Ruben Van de Velde (Oct 22 2023 at 15:28):
Are you aware that you can move your cursor through the rw call to see the intermediate states?
Mike (Oct 22 2023 at 15:31):
@Ruben Van de Velde Thanks! That helps!
Patrick Massot (Oct 22 2023 at 17:44):
Mike, a very important difference between your proof and the solution is that the solution is chaining equalities, it features no inequalities. So you could try to rewrite it as a single calc command, without inequality.

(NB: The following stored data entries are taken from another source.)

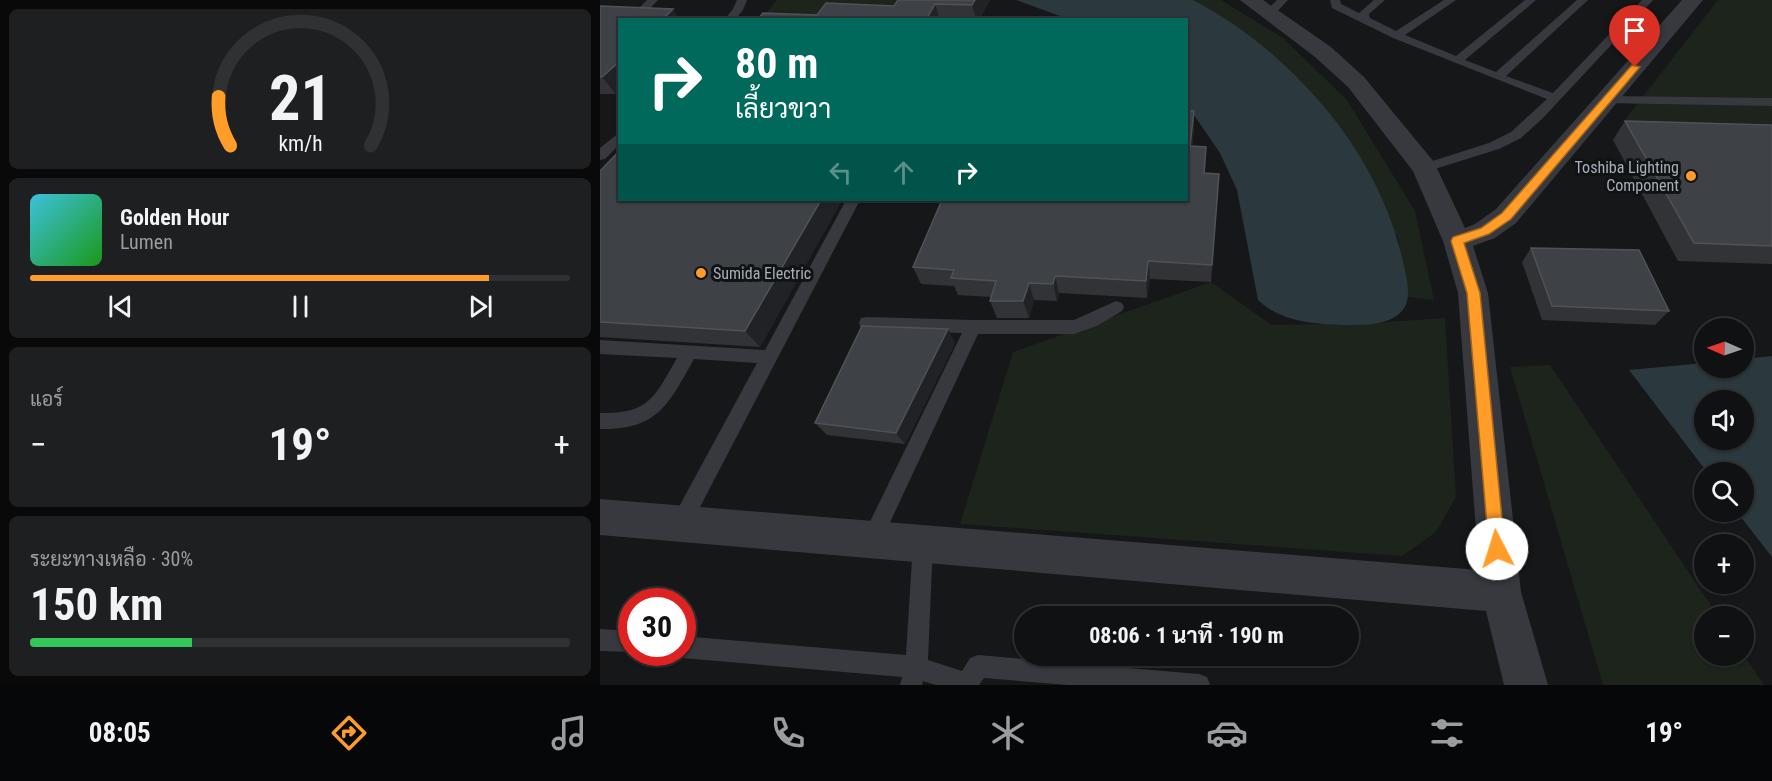 <!DOCTYPE html>
<html lang="th">
<head>
<meta charset="utf-8">
<style>
	body { margin:0; font-family:"Roboto Condensed",Sarabun,sans-serif; background:#1e1f21; color:#f1f3f6; height:100vh; display:flex; flex-direction:column; font-size:22px; white-space:nowrap }
	* { box-sizing:border-box; margin:0 }
	p { font-size:20px; color:#9c9da0 }
	.icon { flex:none; width:33px; height:33px; fill:none; stroke:currentColor; stroke-width:2; stroke-linecap:round; stroke-linejoin:round }
	.map { position:relative; flex:1; overflow:hidden }
	.side { display:flex; flex-direction:column; gap:9px; padding:9px; background:#09090a; width:600px }
	.side>* { flex:none }
	.banner { position:absolute; left:18px; top:18px; width:570px; height:183px; border-radius:0px; box-shadow:0 2px 4px #0004,0 0 0 2px #303133; background:#00695c; color:#fff; overflow:hidden }
	.needle { width:39px; rotate:272deg }
	.tools { position:absolute; left:1094px; top:318px; display:grid; gap:12px }
	.tools a { display:grid; place-items:center; width:60px; height:60px; border-radius:50%; background:#101113; box-shadow:0 2px 4px #0004,0 0 0 2px #303133; font-size:30px }
	.speed { position:absolute; left:18px; top:588px; display:flex; gap:12px; font-size:30px; font-weight:700; text-align:center }
	.speed>* { display:grid; place-content:center; width:78px; height:78px; border-radius:50%; background:#101113; box-shadow:0 2px 4px #0004,0 0 0 2px #303133; line-height:1 }
	.speed .limit { border:9px solid #d22; background:#fff; color:#111 }
	.pin { position:absolute; display:grid; place-items:center; width:51px; height:51px; color:#fff; margin:-62px -26px; border-radius:50% 50% 50% 0; rotate:-45deg; box-shadow:0 0 6px #0007 }
	.pin .icon { rotate:45deg }
	.me { position:absolute; width:66px; margin:-33px; rotate:355deg; stroke-linejoin:round; filter:drop-shadow(0 0 4px #0008) }
	.turn { display:flex; align-items:center; gap:21px; height:126px; padding:0 18px; font-size:27px }
	.turn .icon { width:78px; height:78px; stroke-width:2.5 }
	.turn b { display:block; font-size:42px; line-height:51px }
	.lanes { display:flex; align-items:center; height:57px; padding:0 18px; background:#0003; justify-content:center; gap:30px; direction:ltr }
	.lanes .off { opacity:.35 }
	.big { font-size:45px; font-weight:700; line-height:1.1 }
	.side .card { flex:1; display:flex; flex-direction:column; justify-content:center; gap:9px; min-width:0; padding:0 21px; border-radius:9px; background:#1e1f21 }
	.side .dial { align-items:center; gap:0 }
	.dial svg { height:156px; overflow:visible; fill:none; stroke:#303133; stroke-width:7; stroke-linecap:round; text-anchor:middle }
	.dial text { fill:#f1f3f6; stroke:none }
	.song { display:flex; align-items:center; gap:18px }
	.cover { width:72px; height:72px; border-radius:9px; background:linear-gradient(135deg,hsl(190 70% 55%),hsl(120 70% 35%)) }
	.played { height:6px; border-radius:3px; background:linear-gradient(90deg,#ff9d28 85%,#303133 85%) }
	.keys { display:flex; justify-content:space-around; direction:ltr }
	.heat { display:flex; justify-content:space-between; align-items:center; font-size:33px; direction:ltr }
	.charge { height:9px; border-radius:4px; background:linear-gradient(90deg,#34c759 30%,#303133 0) }
	.trip { position:absolute; left:414px; top:606px; width:345px; height:60px; border-radius:30px; background:#101113; box-shadow:0 2px 4px #0004,0 0 0 2px #303133; font-weight:700; line-height:60px; text-align:center }
	.tab-bar { display:flex; height:96px; justify-content:space-around; align-items:center; background:#060708; color:#9c9da0 }
	.tab-bar .icon { width:42px; height:42px }
	.tab-bar .active { color:#ff9d28 }
	.tab-bar b { font-size:27px; color:#f1f3f6 }
	main { display:flex; flex:1; min-height:0 }
	.map>svg:first-child { display:block }
	.green { fill:#1c241c }
	.water { fill:#2b383e; fill-rule:evenodd }
	.lines { fill:none; stroke-linecap:round; stroke-linejoin:round }
	.lane { fill:#37393e; fill-rule:evenodd }
	.street { fill:#37393e; fill-rule:evenodd }
	.wall { fill:#323337 }
	.shaded-wall { fill:#212225 }
	.building { fill:#3e4145; stroke:#4f5257; stroke-width:1.5 }
	.route { fill:#ff9d28; stroke:#a6661a; stroke-width:1.5 }
	.poi-dot { fill:#ff9d28; stroke:#111214; stroke-width:2 }
	.labels { text-anchor:middle; dominant-baseline:central; stroke-width:6; stroke-linejoin:round; paint-order:stroke }
	.poi-label { font-size:16px; fill:#a7afba; stroke:#111214; text-anchor:end }
</style>
</head>
<body>
<main>
<section class="side">
<div class="card dial"><svg viewBox="0 0 100 80">
<path d="M14 69A42 42 0 1 1 86 69"/>
<path d="M14 69A42 42 0 0 1 8 44" stroke="#ff9d28"/>
<text x="50" y="56" font-size="32" font-weight="700">21</text>
<text x="50" y="72" font-size="11">km/h</text>
</svg></div>
<div class="card">
<div class="song"><i class="cover"></i><div><b>Golden Hour</b><p>Lumen</p></div></div>
<div class="played"></div>
<div class="keys"><svg class="icon" aria-label="previous" viewBox="0 0 24 24"><path d="M18 5L8 12l10 7zM5 5v14"/></svg><svg class="icon" aria-label="pause" viewBox="0 0 24 24"><path d="M8 5v14M16 5v14"/></svg><svg class="icon" aria-label="next" viewBox="0 0 24 24"><path d="M6 5l10 7-10 7zM19 5v14"/></svg></div>
</div>
<div class="card"><p>แอร์</p>
<div class="heat"><a>−</a><b class="big">19°</b><a>+</a></div>
</div>
<div class="card"><p>ระยะทางเหลือ · 30%</p><b class="big">150 km</b><div class="charge"></div></div>
</section>
<div class="map">
<svg width="1172" height="685" viewBox="0 0 1172 685">
	<rect width="100%" height="100%" fill="#161719"/>
	<g class="green">
		<polygon points="177,0 315,0 304,19 163,17"/>
		<polygon points="592,0 621,0 683,38 747,100 815,211 834,300 808,297 798,237"/>
		<polygon points="1118,0 1172,0 1172,124 1024,121"/>
		<polygon points="611,282 672,325 772,323 845,318 856,497 836,532 802,556 360,524 413,352"/>
		<polygon points="950,365 1118,616 1104,616 1104,656 1143,656 1143,654 1164,685 1003,685 910,367"/>
	</g>
	<g class="water">
		<path d="M416,0H593C641,25 685,61 720,102C761,149 791,205 804,266C807,281 813,302 800,313C786,326 760,325 743,325C712,324 681,322 658,300L637,190L620,153L587,105L586,20L468,19Z"/>
		<path d="M1172,356V557L1137,512H1143V472H1107L1029,370L1104,363V368H1143V359ZM1104,400H1143V440H1104Z"/>
	</g>
	<g class="lines">
		<g class="lane">
			<polygon points="47,0 58,0 39,20 27,20"/>
			<polygon points="137,0 147,0 143,10 135,20 124,20 133,9"/>
			<polygon points="677,0 688,0 674,15 666,15 666,11"/>
			<polygon points="730,0 740,0 741,4 759,13 774,0 785,0 769,14 770,18 796,31 844,0 856,0 805,35 856,56 925,0 936,0 865,60 896,72 977,0 988,0 906,76 953,93 1042,0 1053,0 943,118 921,138 899,149 825,172 820,171 818,168 820,165 889,143 911,132 947,99 793,38 732,8"/>
			<polygon points="1007,96 1172,98 1172,106 1003,103 1003,97"/>
			<polygon points="20,132 20,144 5,159 0,160 0,148"/>
			<path d="M246,200H260L88,530L81,533L74,530L71,523L74,516L157,363L94,359C68,405 58,430 0,429V413C49,414 54,398 77,358L0,354V340L165,350Z"/>
			<polygon points="516,301 522,303 524,307 522,311 497,326 474,334 378,334 279,546 272,549 265,546 262,539 265,532 362,333 267,329 261,328 259,323 261,318 267,317 373,320 474,320"/>
			<polygon points="323,533 330,536 333,543 328,660 362,671 370,658 378,655 599,674 607,677 610,685 468,685 384,678 379,685 336,685 323,681 322,685 300,685 302,677 82,658 74,655 73,652 82,652 82,636 306,655 313,543 316,536"/>
			<polygon points="0,629 32,631 33,652 0,651"/>
		</g>
		<polygon class="street" points="640,0 663,0 731,47 764,77 834,162 865,228 875,224 896,209 1082,0 1103,0 916,223 895,238 873,246 888,293 921,592 948,685 904,685 886,611 0,535 0,499 879,570 858,293 843,241 813,171 748,87 715,57"/>
	</g>
	<g class="wall">
		<polygon points="390,0 379,20 157,20 217,15 294,6"/>
		<polygon points="0,6 16,94 0,94"/>
		<polygon points="1025,121 1172,125 1172,264 1078,261 1013,140"/>
		<polygon points="594,130 592,147 606,147 605,173 618,192 611,282 550,279 547,298 459,293 457,301 434,300 429,318 397,318 390,301 391,297 358,295 354,286 321,284 313,267"/>
		<polygon points="0,171 20,200 242,200 160,347 0,337"/>
		<polygon points="931,248 1069,311 1055,325 942,320 922,262"/>
		<polygon points="355,343 305,444 227,435 215,423"/>
	</g>
	<g class="shaded-wall">
		<polygon points="375,0 390,0 379,20 376,20 372,5"/>
		<polygon points="335,4 340,20 326,20"/>
		<polygon points="73,9 80,20 62,20"/>
		<polygon points="20,61 20,91 16,94 2,77"/>
		<polygon points="594,111 594,130 590,165 590,146"/>
		<polygon points="221,200 242,200 160,347 145,331"/>
		<polygon points="548,261 550,279 547,298 546,281"/>
		<polygon points="455,276 459,293 457,301 453,284"/>
		<polygon points="429,283 434,300 429,318 423,301"/>
		<polygon points="348,329 355,343 305,444 296,433"/>
	</g>
	<g class="building">
		<polygon points="298,0 375,0 372,5 335,4 326,20 157,20 163,13 217,15 226,3 294,6"/>
		<polygon points="0,6 73,9 62,20 20,20 20,61 2,77 0,77"/>
		<polygon points="586,111 594,111 590,146 606,147 604,173 619,174 612,265 548,261 546,281 455,276 453,284 429,283 423,301 390,301 396,281 351,278 354,270 313,267 342,200 586,200"/>
		<polygon points="1025,121 1172,125 1172,246 1094,243"/>
		<polygon points="20,150 20,200 221,200 145,331 0,322 0,171"/>
		<polygon points="931,248 1039,250 1069,311 952,306"/>
		<polygon points="262,326 348,329 296,433 215,423"/>
	</g>
	<polygon class="route" points="1032,65 1040,67 911,219 889,234 864,243 880,293 905,549 903,554 897,557 891,554 889,549 867,293 851,241 853,237 881,228 902,213"/>
	<g class="poi-dot">
		<circle cx="1091" cy="176" r="6"/>
		<circle cx="101" cy="273" r="6"/>
	</g>
	<g class="labels">
		<g class="poi-label">
			<text x="1079" y="167">Toshiba Lighting<tspan x="1079" dy="18">Component</tspan></text>
			<text x="113" y="273" text-anchor="start">Sumida Electric</text>
		</g>
	</g>
</svg>
<div class="tools">
<a><svg class="needle" viewBox="-14 -14 28 28"><path d="M0-13l5 13h-10z" fill="#e53935"/><path d="M0 13l5-13h-10z" fill="#9c9da0"/></svg></a>
<a><svg class="icon" aria-label="sound" viewBox="0 0 24 24"><path d="M4 9h4l5-4v14l-5-4H4zM17 9q2 3 0 6"/></svg></a>
<a><svg class="icon" aria-label="search" viewBox="0 0 24 24"><circle cx="10" cy="10" r="6"/><path d="M15 15l6 6"/></svg></a>
<a>+</a>
<a>−</a>
</div>
<div class="speed"><div class="limit">30</div></div>
<div class="pin" style="left:1035px;top:67px;background:#d93025"><svg class="icon" aria-label="arrive" viewBox="0 0 24 24"><path d="M6 21V4h12l-3 4 3 4H6"/></svg></div>
<svg class="me" style="left:897px;top:549px" viewBox="-20 -20 40 40"><circle r="19" fill="#fff"/><path d="M0-13L10 11 0 6-10 11z" fill="#ff9d28"/></svg>
<div class="trip">08:06 · 1 นาที · 190 m</div>
<div class="banner">
<div class="turn"><svg class="icon" aria-label="right" viewBox="0 0 24 24"><path d="M7 20v-9h11M14 6l5 5-5 5"/></svg><div><b>80 m</b>เลี้ยวขวา</div></div>
<div class="lanes"><svg class="icon off" aria-label="left" viewBox="0 0 24 24"><path d="M17 20v-9H6M10 6l-5 5 5 5"/></svg><svg class="icon off" aria-label="ahead" viewBox="0 0 24 24"><path d="M12 20V5M6 11l6-6 6 6"/></svg><svg class="icon" aria-label="right" viewBox="0 0 24 24"><path d="M7 20v-9h11M14 6l5 5-5 5"/></svg></div>
</div>
</div>
</main>
<nav class="tab-bar">
<b>08:05</b>
<svg class="icon active" aria-label="directions" viewBox="0 0 24 24"><path d="M12 3l9 9-9 9-9-9zM9 14v-3h6M13 9l2 2-2 2"/></svg>
<svg class="icon" aria-label="music" viewBox="0 0 24 24"><path d="M9 18V5l10-2v13"/><circle cx="6" cy="18" r="3"/><circle cx="16" cy="16" r="3"/></svg>
<svg class="icon" aria-label="phone" viewBox="0 0 24 24"><path d="M5 4h4l2 5-3 2q2 4 5 5l2-3 5 2v4C11 20 4 13 5 4z"/></svg>
<svg class="icon" aria-label="climate" viewBox="0 0 24 24"><path d="M12 3v18M4 7l16 10M4 17L20 7"/></svg>
<svg class="icon" aria-label="car" viewBox="0 0 24 24"><path d="M5 17H2v-5l4-1 3-4h7l3 4 3 1v5h-3M9 17h6M6 11h13"/><circle cx="7" cy="17" r="2"/><circle cx="17" cy="17" r="2"/></svg>
<svg class="icon" aria-label="filters" viewBox="0 0 24 24"><path d="M4 7h16M4 17h16"/><circle cx="9" cy="7" r="2"/><circle cx="15" cy="17" r="2"/></svg>
<b>19°</b>
</nav>
</body>
</html>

Mike (Oct 22 2023 at 17:56):
@Patrick Massot You're right that the proof I gave is really sub-optimal! I mostly just care about figuring out how to make the syntax work...
Here's a really simple example of something that's giving me problems:
import Mathlib.Topology.MetricSpace.Basic
variable {R : Type*} [StrictOrderedRing R]
variable (a b c : R)
lemma small_lemma : b*c + -a*c = b*c - a*c := by
sorry
It seems like it should work with something like rw [sub_eq_add_neg], but I cannot get it to recognize the grouping b*c and a*c. Looking at the solution to the examples, I know I don't need to use small_lemma, but I still would like to know how to get something simple like that to work.
Ruben Van de Velde (Oct 22 2023 at 18:08):
Your lemma has (-a) * c, not -(a * c), so you need to deal with that first
Ruben Van de Velde (Oct 22 2023 at 18:08):
import Mathlib.Topology.MetricSpace.Basic
variable {R : Type*} [StrictOrderedRing R]
variable (a b c : R)
lemma small_lemma : b*c + -a*c = b*c - a*c := by
rw [neg_mul]
rw [sub_eq_add_neg]
Mike (Oct 22 2023 at 18:38):
@Ruben Van de Velde Thank you!!
Kevin Buzzard (Oct 22 2023 at 20:09):
You can see where the brackets are in your code by hovering over operators in the infoview
Last updated: Dec 20 2023 at 11:08 UTC